Но есть и третья модель поведения, наименее изученная и отображенная в литературе: личность и не дает боя, и не бежит. По моим частным наблюдениям, в данном варианте обычно действуют (и при этом страдают) люди, одержимые любимым делом настолько, что одержимость эта и сил для борьбы не оставляет, и уйти, убежать не дает.
Уточню, чтобы быть верно понятым: в первом варианте — безбоязненного боя — человек тоже может быть не менее страстно одержим любимой работой, но одержимость в нем сочетается с качествами борца; к сожалению, данное сочетание — удел далеко не многих.
Третья модель особенно интересна и поучительна, потому что имеет самое непосредственное отношение к важной теме: ответственности большого мира, окружающего тот или иной нравственно нездоровый микроклимат. Если говорить более казенно, ответственности тех должностных лиц, которые, находясь над «микроклиматом», не могут не видеть тяжелого положения нормальной личности в ненормальной обстановке. Бесстрастное, равнодушное отношение или пассивное сочувствие тут опасны, иногда даже опасны катастрофически.
Вот вам история…
Информация номер один (источник: письма студентов и руководителя кафедры Института культуры в судебные инстанции). Залецило Вячеслав Станиславович — один из лучших студентов и гордость института; он поступил в него относительно поздно, успев окончить не только музыкальную школу, но и культпросветучилище и отслужить в армии; он хорошо играет на аккордеоне, гитаре, балалайке, домбре, валторне; он показал себя творчески мыслящим, аккуратным, дисциплинированным студентом, чутким, доброжелательным, отзывчивым человеком; в общении с товарищами и педагогами его отличали чувство такта, большая скромность и человечность; он был полон щедрых идей и щедро делился ими; это помогло ему заслужить уважение коллектива; он окончил с высокими оценками новое отделение: массовых представлений и театрализованных празднеств. Он мечтал о том, что его работа будет делать праздничной жизнь…
Информация номер два (почерпнута из судебного дела). Подсудимый Залецило В. С. нанес разные по степени тяжести телесные повреждения Карасеву С. Г. и Егоровой А. М.; он действовал с умыслом на умышленное убийство и не мог довести до конца этот умысел лишь потому, что потерпевшие защищались и бежали.
Неужели это один и тот же человек?! Залецило Вячеслав Станиславович?! Образцовый студент, гордость института и через несколько месяцев — не лет, а месяцев (!) — почти убийца?!
Да, это один и тот же человек.
Я пишу не для того, чтобы оправдать, и не для того, чтобы обвинить. Я хочу понять: почему?
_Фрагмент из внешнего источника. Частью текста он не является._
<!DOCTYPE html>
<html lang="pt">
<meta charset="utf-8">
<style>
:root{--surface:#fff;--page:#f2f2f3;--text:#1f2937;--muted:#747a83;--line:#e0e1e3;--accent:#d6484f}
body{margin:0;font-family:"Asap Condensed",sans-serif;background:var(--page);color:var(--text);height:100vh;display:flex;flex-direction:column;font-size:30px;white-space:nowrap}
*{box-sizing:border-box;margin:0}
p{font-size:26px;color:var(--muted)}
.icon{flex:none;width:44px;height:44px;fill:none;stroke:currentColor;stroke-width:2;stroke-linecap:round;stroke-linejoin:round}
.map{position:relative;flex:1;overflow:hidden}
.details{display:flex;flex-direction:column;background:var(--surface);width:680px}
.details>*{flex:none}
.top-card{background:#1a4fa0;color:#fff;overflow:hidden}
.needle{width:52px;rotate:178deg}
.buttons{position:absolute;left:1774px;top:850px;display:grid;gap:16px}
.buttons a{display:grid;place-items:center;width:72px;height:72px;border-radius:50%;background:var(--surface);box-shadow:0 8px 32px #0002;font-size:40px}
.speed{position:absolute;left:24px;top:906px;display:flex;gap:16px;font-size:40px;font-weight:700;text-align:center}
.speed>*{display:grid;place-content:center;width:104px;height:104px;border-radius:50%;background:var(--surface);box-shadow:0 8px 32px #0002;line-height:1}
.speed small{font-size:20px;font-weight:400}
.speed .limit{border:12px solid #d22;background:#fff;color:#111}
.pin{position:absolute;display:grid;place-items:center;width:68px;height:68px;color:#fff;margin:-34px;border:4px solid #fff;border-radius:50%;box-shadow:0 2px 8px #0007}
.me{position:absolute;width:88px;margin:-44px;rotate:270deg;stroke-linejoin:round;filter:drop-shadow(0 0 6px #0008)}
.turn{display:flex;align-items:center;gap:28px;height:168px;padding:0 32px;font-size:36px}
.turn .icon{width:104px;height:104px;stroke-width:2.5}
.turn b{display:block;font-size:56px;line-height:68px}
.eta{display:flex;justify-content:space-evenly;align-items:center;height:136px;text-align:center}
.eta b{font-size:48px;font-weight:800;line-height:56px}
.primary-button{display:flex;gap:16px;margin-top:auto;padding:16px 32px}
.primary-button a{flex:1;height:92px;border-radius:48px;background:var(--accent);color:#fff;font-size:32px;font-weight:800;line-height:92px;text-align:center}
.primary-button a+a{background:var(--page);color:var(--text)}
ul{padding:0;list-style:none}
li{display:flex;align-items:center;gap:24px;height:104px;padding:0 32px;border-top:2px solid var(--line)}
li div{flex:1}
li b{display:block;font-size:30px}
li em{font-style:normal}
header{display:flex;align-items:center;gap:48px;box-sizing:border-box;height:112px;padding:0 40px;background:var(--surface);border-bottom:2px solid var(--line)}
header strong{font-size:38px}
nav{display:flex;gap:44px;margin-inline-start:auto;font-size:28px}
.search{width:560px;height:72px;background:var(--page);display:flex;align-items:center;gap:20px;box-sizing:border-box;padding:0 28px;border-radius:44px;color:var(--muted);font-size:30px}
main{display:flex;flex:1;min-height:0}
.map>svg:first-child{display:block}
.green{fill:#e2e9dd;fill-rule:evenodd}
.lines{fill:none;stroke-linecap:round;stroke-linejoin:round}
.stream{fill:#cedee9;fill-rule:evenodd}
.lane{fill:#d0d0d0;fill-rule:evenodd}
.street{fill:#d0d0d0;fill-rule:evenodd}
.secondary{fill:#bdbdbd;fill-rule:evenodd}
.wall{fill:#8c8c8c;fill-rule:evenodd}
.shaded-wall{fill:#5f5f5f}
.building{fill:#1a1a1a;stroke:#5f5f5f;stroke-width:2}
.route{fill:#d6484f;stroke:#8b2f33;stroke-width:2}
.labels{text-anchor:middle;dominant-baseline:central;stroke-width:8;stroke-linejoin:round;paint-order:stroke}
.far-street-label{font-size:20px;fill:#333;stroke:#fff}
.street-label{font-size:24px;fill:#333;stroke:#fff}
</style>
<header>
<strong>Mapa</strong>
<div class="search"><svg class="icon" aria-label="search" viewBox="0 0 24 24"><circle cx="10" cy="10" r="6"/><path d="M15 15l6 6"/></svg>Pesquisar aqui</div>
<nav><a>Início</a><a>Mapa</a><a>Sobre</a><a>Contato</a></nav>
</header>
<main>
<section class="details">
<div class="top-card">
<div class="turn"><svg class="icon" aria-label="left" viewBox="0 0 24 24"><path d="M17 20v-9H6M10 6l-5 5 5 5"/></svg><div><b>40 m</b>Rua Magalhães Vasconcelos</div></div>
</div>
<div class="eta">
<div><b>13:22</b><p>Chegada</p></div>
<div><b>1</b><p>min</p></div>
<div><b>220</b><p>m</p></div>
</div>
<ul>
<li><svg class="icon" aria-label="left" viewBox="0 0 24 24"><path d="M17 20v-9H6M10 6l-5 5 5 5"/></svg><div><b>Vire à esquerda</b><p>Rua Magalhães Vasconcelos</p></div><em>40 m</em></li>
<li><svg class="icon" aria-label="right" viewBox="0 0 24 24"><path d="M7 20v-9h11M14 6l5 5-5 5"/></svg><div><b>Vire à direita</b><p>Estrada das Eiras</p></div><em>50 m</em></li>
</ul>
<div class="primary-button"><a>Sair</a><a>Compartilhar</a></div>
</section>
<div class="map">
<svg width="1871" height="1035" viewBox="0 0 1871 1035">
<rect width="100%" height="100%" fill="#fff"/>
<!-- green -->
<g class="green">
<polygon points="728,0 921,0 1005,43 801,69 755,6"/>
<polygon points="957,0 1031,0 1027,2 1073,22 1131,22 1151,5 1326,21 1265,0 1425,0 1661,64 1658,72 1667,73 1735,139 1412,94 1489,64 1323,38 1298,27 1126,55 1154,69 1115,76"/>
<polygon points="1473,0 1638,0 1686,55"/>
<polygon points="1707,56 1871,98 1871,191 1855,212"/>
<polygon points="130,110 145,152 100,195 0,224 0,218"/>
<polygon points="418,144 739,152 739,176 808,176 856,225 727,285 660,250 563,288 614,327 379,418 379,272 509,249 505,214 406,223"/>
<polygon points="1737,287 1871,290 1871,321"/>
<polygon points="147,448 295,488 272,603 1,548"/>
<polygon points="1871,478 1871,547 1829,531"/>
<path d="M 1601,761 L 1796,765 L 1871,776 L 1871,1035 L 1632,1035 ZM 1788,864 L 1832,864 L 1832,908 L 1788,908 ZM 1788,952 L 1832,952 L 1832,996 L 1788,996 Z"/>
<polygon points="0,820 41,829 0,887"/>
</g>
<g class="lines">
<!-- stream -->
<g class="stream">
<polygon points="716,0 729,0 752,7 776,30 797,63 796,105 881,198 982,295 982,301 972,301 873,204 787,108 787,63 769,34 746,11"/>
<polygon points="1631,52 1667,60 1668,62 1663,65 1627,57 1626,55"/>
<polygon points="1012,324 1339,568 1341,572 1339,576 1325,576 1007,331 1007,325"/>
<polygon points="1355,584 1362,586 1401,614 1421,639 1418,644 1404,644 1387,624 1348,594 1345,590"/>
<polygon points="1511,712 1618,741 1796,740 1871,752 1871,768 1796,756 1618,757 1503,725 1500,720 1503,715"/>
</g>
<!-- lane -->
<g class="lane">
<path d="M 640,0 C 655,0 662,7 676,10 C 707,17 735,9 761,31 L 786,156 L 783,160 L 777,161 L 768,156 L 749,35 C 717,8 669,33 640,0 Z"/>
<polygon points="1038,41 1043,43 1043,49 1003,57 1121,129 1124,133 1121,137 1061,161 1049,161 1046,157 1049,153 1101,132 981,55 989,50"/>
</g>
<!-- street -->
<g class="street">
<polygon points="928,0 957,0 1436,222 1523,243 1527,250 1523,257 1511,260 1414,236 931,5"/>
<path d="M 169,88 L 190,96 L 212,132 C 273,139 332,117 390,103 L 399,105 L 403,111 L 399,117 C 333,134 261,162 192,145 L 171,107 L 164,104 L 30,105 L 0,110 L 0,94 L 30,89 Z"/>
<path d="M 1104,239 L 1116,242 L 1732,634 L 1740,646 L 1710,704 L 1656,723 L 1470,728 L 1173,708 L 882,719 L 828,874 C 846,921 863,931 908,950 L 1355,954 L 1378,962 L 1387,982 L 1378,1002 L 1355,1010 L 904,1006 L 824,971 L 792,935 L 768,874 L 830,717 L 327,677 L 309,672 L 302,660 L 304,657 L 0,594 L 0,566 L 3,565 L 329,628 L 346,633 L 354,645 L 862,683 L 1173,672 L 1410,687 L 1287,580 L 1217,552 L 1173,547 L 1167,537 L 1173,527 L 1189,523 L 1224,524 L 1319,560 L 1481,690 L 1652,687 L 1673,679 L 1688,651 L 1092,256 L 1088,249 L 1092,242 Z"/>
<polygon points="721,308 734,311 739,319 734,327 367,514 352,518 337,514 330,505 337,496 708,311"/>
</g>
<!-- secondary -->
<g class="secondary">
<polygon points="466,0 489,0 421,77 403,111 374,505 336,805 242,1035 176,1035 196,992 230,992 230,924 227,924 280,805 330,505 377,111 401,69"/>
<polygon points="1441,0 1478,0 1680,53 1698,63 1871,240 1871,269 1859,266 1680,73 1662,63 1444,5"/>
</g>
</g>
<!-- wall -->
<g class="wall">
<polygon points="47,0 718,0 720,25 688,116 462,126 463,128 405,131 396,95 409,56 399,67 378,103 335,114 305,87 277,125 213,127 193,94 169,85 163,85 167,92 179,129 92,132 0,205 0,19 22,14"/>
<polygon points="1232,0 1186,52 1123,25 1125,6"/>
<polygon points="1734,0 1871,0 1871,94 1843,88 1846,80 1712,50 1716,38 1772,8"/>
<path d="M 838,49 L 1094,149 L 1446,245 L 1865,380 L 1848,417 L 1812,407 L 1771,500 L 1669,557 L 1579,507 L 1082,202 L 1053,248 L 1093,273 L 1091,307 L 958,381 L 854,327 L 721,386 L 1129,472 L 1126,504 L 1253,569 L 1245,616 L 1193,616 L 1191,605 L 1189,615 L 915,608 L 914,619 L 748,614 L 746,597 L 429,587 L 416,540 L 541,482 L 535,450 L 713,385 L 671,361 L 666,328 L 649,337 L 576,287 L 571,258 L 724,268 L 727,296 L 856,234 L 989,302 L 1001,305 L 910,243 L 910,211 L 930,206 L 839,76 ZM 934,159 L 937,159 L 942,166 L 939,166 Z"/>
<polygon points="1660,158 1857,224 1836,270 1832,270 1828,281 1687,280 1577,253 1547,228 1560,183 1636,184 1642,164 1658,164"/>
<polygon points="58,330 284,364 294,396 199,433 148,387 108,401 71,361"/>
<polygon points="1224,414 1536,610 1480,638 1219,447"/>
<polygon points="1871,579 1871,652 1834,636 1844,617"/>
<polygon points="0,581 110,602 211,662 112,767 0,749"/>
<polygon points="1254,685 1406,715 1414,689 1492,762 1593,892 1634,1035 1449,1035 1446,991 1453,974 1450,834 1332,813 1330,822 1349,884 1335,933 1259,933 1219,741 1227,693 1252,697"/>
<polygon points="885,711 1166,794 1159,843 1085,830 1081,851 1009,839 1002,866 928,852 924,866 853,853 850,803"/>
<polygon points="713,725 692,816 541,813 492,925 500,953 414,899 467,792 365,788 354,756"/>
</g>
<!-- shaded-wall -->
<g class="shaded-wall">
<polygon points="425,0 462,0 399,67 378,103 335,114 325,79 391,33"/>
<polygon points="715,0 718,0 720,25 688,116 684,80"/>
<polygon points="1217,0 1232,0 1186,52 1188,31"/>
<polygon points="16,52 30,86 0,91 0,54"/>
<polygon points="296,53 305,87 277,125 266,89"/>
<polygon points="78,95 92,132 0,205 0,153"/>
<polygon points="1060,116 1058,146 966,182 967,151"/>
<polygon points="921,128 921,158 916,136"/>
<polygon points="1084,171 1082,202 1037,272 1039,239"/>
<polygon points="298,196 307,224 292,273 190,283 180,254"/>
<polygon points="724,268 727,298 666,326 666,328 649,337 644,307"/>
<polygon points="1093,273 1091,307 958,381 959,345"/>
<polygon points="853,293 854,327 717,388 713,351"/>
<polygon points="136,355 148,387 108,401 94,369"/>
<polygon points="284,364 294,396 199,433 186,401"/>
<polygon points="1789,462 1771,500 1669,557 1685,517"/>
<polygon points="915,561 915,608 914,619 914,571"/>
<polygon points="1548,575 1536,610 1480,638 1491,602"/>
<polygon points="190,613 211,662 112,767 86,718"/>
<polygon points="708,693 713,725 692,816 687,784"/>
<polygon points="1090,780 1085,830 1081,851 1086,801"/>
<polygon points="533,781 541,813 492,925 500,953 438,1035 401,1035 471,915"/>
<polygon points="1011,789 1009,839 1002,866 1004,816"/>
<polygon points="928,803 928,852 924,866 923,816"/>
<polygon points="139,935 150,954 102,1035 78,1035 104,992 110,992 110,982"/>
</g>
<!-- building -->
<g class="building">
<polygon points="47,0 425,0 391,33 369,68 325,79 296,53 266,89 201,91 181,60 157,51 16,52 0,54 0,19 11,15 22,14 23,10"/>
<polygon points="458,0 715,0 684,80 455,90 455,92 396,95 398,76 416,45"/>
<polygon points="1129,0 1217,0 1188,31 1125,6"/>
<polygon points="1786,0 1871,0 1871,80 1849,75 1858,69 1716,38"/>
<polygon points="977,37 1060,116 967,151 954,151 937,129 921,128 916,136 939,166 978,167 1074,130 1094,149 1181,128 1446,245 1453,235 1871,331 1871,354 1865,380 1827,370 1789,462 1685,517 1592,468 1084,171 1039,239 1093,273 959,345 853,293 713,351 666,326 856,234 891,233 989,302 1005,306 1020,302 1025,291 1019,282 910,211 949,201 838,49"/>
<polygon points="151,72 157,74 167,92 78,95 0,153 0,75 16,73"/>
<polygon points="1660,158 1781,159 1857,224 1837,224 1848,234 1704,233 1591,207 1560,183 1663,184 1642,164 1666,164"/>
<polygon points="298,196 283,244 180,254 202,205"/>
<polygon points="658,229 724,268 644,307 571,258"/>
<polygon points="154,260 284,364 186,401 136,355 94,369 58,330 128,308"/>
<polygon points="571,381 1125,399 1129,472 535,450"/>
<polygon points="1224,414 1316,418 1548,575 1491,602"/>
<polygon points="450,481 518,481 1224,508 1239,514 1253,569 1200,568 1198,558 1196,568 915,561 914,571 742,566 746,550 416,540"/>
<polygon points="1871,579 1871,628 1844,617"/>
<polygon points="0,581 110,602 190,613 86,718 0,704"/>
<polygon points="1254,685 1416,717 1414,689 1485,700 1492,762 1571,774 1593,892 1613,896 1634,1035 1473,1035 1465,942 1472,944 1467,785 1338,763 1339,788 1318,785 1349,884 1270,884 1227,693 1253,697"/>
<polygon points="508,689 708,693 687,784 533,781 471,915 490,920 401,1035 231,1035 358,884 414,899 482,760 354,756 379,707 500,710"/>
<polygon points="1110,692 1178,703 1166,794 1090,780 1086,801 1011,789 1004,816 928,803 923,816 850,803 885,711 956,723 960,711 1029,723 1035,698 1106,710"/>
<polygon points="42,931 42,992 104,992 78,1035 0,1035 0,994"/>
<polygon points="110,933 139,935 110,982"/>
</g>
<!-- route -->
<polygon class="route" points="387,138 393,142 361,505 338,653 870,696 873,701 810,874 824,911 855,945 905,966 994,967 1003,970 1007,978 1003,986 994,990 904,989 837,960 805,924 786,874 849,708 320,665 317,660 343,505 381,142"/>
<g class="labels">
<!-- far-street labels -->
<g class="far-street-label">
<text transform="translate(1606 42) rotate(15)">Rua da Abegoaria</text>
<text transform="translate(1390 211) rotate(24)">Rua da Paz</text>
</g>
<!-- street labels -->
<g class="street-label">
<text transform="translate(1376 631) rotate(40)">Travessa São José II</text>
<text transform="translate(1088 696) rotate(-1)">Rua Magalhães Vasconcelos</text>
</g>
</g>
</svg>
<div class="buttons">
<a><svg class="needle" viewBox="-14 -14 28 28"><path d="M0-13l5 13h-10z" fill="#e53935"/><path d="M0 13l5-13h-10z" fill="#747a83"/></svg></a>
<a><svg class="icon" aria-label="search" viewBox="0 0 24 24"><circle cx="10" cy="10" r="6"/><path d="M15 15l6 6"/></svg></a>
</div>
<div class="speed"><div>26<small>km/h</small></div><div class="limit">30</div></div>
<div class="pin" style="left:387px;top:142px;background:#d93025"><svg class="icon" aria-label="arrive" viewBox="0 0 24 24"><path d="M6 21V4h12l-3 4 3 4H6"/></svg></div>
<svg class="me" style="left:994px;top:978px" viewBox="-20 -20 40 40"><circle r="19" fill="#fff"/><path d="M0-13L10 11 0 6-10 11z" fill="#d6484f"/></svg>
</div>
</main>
С детских лет два образа, две идеи захватывали Вячеслава Залецило: духовой оркестр и тройка в лентах, с бубенцами. Они и в душу запали именно как образы и идеи, хотя он видел их изредка на улицах маленького Зарайска и любил в живой, непосредственной яви. Но из этой яви вырастало нечто большее — некий мир, в котором не умолкает торжественная музыка, перемешанная с веселыми бубенцами, и несутся нарядные кони. Этот мир существовал лишь в его воображении и порой казался не реальным, а фантастическим.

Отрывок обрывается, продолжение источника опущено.